1 Fill in the blanks: 

a) The basic unit of microtubules is …………………

b) α tubulin occurs at.............end, and β tubulin is at ..............of microtubules

c) GTP-GTP tubulin cap stabilises and promotes the .......................

d) The plus end-directed motor protein of microtubules is ………….

e) The hydrolysis of GTP from β-tubulin causes …………. of microtubules.

f) The cellular function of γ-tubulins is. …………………….

g) Colchicine binds to ……………

Answers:

a) α β tubulin heterodimers

b) plus, minus

c) polymerisation of microtubules

d) kinesin

e) Depolymerisation 

f) nucleate the growth of MTs 

g) free tubulin

SAQ 2

a) Classify the microtubules involved in mitosis .

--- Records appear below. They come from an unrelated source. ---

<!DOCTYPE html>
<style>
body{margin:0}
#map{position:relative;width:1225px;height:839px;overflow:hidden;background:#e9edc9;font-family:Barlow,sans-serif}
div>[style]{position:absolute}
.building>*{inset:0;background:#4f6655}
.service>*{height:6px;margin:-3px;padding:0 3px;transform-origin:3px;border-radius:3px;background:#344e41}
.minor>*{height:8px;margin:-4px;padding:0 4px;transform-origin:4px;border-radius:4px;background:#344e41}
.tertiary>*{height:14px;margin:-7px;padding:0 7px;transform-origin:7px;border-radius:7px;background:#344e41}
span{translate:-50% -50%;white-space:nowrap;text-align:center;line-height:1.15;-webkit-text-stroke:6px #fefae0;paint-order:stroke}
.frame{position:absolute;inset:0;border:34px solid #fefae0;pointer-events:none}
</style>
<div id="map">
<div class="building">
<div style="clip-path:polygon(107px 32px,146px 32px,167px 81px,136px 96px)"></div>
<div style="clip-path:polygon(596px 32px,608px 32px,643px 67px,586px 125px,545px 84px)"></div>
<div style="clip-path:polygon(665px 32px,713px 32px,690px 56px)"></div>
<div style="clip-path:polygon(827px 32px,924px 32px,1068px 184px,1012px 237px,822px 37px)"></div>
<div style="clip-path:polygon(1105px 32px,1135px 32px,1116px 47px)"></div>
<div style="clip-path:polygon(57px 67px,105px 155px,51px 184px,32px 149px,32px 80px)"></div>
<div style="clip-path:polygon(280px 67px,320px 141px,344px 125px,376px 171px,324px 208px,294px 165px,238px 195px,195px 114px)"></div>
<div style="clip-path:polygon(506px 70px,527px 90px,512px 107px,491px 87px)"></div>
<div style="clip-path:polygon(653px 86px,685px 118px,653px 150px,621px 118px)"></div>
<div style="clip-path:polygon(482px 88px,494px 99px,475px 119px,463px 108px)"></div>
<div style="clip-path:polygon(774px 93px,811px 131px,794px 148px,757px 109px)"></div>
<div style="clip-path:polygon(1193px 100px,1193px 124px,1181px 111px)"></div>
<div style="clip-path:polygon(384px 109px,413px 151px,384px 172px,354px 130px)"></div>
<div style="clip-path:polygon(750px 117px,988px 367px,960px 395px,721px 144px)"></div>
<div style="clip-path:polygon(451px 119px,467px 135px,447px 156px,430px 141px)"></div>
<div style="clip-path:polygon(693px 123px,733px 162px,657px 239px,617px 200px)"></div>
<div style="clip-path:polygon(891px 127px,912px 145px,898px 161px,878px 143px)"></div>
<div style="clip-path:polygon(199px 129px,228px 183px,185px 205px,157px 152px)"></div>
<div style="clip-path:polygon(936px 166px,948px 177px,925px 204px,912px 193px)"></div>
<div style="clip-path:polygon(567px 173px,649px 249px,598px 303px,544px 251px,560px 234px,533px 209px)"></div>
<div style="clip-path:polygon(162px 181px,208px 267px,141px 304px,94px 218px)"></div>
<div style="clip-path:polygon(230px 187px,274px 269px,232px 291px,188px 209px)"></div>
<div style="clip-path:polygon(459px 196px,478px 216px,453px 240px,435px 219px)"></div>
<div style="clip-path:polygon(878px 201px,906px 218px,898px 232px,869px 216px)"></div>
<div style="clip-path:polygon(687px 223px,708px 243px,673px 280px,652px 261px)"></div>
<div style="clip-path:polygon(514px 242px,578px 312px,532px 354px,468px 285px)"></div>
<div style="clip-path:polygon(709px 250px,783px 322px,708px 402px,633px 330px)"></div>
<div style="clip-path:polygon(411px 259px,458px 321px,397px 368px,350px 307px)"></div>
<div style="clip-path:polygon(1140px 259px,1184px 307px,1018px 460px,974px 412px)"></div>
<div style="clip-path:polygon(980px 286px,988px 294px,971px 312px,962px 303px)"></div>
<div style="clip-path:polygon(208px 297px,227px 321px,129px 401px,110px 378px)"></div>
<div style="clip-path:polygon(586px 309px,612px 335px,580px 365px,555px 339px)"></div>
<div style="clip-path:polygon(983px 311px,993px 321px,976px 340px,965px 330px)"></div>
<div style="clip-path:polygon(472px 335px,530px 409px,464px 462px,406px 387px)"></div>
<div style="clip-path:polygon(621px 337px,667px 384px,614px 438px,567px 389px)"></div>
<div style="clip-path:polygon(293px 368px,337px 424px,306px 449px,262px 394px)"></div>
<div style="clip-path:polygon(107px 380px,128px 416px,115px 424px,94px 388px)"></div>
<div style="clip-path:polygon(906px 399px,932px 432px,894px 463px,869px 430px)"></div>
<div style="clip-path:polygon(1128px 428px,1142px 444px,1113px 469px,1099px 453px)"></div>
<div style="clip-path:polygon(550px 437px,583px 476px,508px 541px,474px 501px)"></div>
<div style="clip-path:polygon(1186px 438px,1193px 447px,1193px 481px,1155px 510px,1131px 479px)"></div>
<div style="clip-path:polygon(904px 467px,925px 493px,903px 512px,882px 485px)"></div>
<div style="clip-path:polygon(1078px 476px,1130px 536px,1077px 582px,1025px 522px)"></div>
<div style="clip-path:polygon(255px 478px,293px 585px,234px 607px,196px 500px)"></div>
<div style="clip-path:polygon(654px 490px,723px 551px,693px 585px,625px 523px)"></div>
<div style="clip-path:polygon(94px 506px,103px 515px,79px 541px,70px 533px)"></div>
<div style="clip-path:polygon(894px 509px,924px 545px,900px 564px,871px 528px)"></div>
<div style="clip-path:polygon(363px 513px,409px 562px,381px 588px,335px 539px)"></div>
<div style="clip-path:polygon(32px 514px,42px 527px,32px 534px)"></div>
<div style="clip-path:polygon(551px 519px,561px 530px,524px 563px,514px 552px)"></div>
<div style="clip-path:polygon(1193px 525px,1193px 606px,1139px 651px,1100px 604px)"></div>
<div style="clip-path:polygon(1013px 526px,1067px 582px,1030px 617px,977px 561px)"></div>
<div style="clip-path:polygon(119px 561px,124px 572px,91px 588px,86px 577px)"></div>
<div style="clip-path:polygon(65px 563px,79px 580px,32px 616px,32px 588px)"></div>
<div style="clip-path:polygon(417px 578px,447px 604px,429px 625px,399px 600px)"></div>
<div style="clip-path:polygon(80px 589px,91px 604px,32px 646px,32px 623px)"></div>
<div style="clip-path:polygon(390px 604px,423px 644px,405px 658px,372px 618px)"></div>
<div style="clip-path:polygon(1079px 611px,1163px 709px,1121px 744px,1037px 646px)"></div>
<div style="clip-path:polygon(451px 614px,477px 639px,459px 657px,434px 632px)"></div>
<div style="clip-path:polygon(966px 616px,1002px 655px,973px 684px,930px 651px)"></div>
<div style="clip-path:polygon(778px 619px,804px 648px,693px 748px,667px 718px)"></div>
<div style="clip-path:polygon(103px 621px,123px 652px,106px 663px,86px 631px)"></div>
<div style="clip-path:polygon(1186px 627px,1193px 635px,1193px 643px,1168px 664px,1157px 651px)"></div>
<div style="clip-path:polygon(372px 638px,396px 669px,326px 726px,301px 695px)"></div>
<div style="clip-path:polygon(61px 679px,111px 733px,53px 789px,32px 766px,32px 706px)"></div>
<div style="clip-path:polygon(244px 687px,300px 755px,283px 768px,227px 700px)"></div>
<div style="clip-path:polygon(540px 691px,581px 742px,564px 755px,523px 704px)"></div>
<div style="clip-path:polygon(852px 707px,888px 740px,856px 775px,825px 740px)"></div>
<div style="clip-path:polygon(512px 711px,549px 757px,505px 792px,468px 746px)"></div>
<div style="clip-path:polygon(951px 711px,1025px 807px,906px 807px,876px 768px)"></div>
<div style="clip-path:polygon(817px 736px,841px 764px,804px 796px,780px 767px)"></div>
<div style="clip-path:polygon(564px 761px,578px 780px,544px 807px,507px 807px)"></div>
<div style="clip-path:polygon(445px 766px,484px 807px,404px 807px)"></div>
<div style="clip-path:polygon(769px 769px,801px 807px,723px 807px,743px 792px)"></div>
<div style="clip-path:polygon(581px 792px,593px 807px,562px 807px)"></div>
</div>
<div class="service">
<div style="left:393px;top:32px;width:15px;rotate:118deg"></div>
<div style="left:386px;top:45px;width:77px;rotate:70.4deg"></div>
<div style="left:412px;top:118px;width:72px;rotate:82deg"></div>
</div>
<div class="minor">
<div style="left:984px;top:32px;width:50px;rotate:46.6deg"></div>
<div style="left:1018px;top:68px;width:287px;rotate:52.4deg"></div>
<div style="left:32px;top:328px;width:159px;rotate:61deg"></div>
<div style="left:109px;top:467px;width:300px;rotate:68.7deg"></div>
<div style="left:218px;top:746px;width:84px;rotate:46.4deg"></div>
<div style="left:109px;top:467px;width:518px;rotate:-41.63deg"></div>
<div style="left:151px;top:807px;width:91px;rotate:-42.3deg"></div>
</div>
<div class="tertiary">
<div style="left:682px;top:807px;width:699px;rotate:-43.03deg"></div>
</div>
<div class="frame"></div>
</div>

b) Differentiate between centrosomes and centrioles.

SAQ 3 

a) Differentiate between cilia and flagella.

TERMINAL QUESTIONS

1. Define the microtubules.

2. Explain the role of microtubules in cell division.

3. What is motor protein? How do they help in cellular transport? Discuss.

4. Explain why MTs have polar structures.

5. Describe the assembly and disassembly process of microtubules.

6. Draw the labelled diagram of microtubules.